Je peux affirmer aujourd’hui que j’aurais accepté presque toutes les atteintes à son corps pour conserver sa présence. Mais aurais-je pu lui demander de supporter ces atteintes pour moi ?Non. C’est précisément là que le droit intervient. Il rappelle que la personne malade demeure un sujet de droit jusqu’au dernier instant. Elle n’appartient ni à sa famille, ni au médecin, ni à la société.

L’amour ne crée pas un droit de propriété sur celui que l’on aime. Cette idée est juridiquement évidente. Humainement,elle est terrible.

Ce que le droit peut faire. Et ce qu’il ne fera jamais

Je ne suis donc ni dans la condamnation de cette loi ni dans sa
célébration. Je comprends celui qui souffre au point de demander que cela cesse. Je comprends celui qui veut vivre jusqu’au dernier souffle. Je comprends le médecin qui accepte d’accompagner cette décision. Je comprends aussi celui dont la conscience lui interdit de participer à un acte donnant la mort.

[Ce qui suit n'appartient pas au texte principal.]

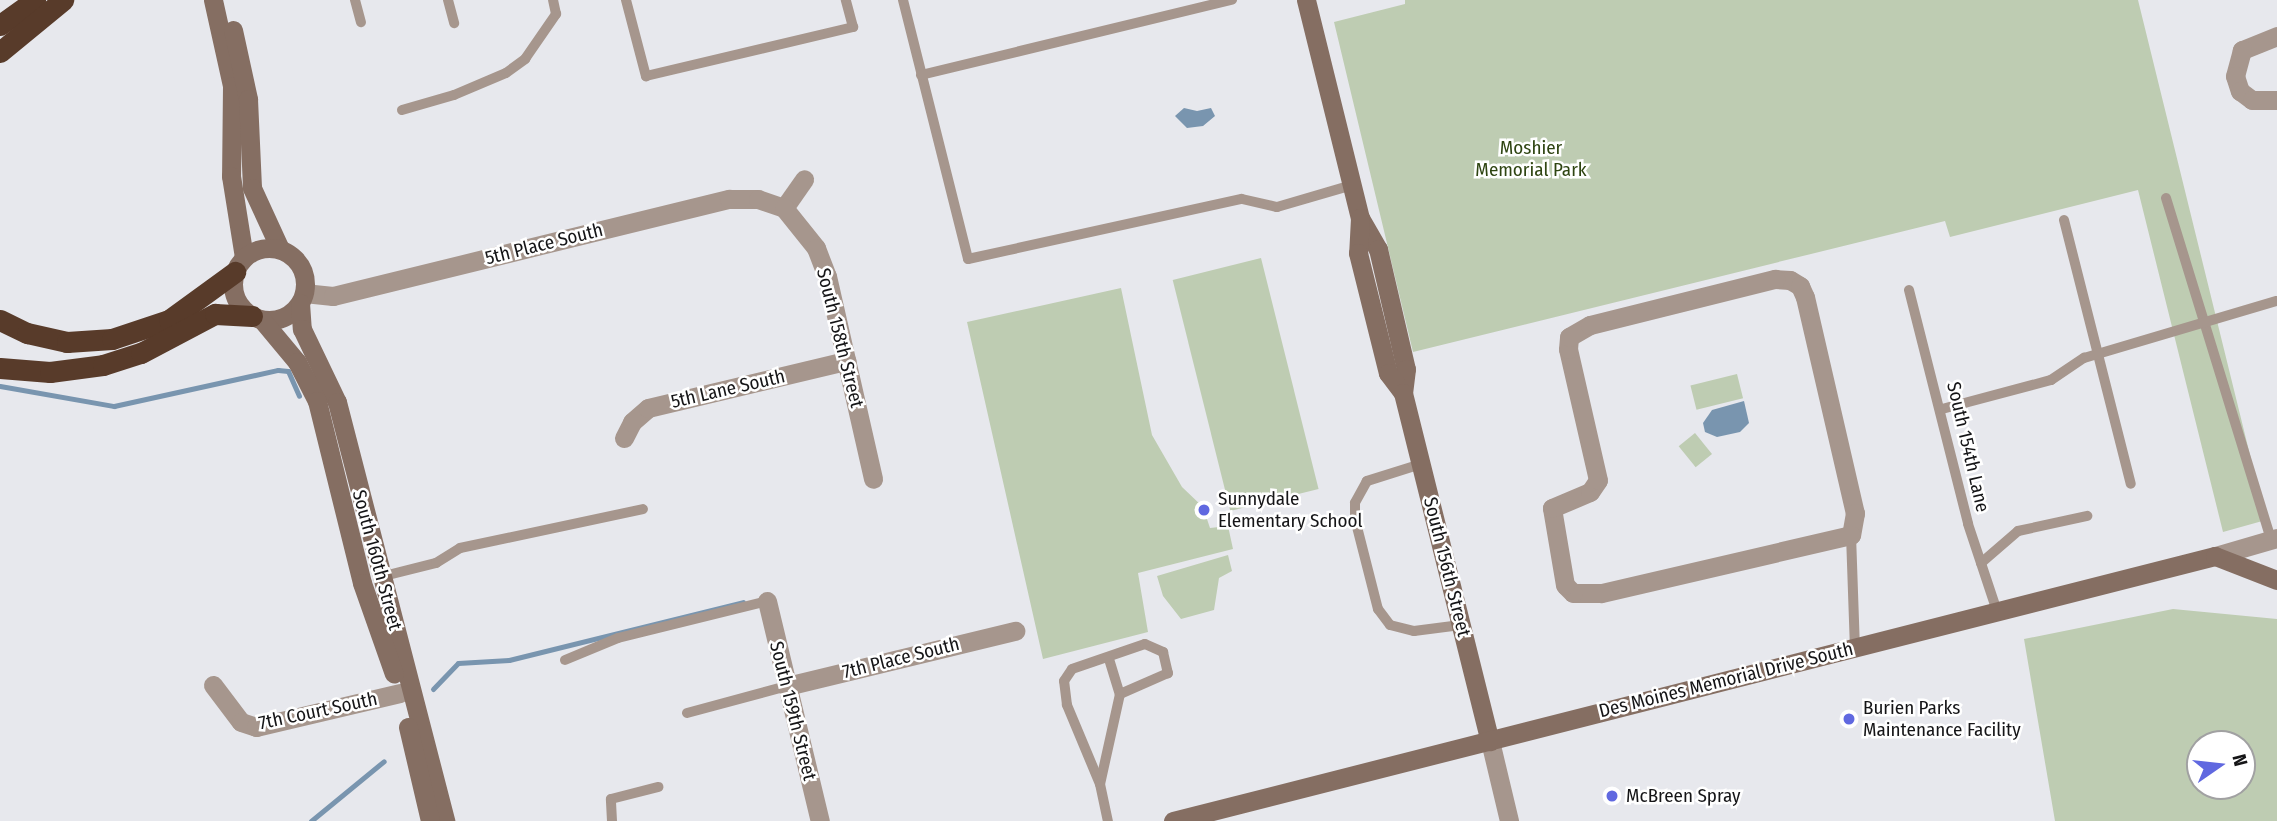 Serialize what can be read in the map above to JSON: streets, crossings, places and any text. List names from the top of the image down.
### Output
{
  "streets": {
    "main road": ["South 160th Street", "South 156th Street", "Des Moines Memorial Drive South"],
    "street": [
      "5th Place South",
      "South 158th Street",
      "5th Lane South",
      "7th Place South",
      "7th Court South",
      "South 159th Street"
    ],
    "lane": ["South 154th Lane"]
  },
  "crossings": [
    ["5th Place South", "South 158th Street"],
    ["5th Place South", "South 160th Street"],
    ["South 158th Street", "5th Lane South"],
    ["South 154th Lane", "Des Moines Memorial Drive South"],
    ["South 160th Street", "7th Court South"],
    ["South 156th Street", "Des Moines Memorial Drive South"],
    ["7th Place South", "South 159th Street"]
  ],
  "parks": ["Moshier Memorial Park"],
  "places": ["Sunnydale Elementary School", "Burien Parks Maintenance Facility", "McBreen Spray"],
  "north": "right"
}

Et surtout, je comprends désormais celui qui reste à côté du lit et qui ne demande qu’une chose : encore un peu de temps.

C’est peut-être cela que vingt années d’évolution législative nous apprennent. Le droit peut refuser l’obstination déraisonnable. Il peut garantir l’accès aux soins palliatifs. Il peut organiser la sédation profonde. Il peut reconnaître l’autonomie du malade. Il peut désormais encadrer l’aide à mourir. Il peut fixer des délais, des conditions, des procédures et des contrôles.

Mais il existe une chose qu’aucun législateur ne pourra faire entrer dans un article du Code de la santé publique.

Le droit ne sait pas mesurer l’amour.

Il ne sait pas mesurer ce que représente une heure supplémentaire auprès de celui avec lequel on a vécu trente ans. Il ne sait pas mesurer le poids d’une main que l’on tient. Il ne sait pas mesurer un regard. Il ne sait pas mesurer la valeur d’une conversation banale lorsque l’on sait qu’elle pourrait être la dernière. Et peut-être ne faut-il surtout pas lui demander de le faire.

Le droit doit protéger la liberté de celui qui meurt. L’amour voudrait parfois le retenir. Entre les deux, il n’existe probablement aucune réponse parfaite. Seulement des êtres humains. Des malades. Des médecins. Des familles. Des décisions impossibles. Et des absents.

Jean-François est mort le lundi 4 mars 2024. Je le croyais presque immortel. Il ne l’était pas.

Aujourd’hui encore, lorsque je réfléchis à cette nouvelle loi, c’est d’abord à lui que je pense.

Et la femme reprend alors doucement la parole à la juriste.

Je ne te dis plus adieu, Jean-François. Je te dis simplement bonne nuit. Parce que les absents n’ont peut-être besoin que de cela : que l’on continue à leur parler doucement.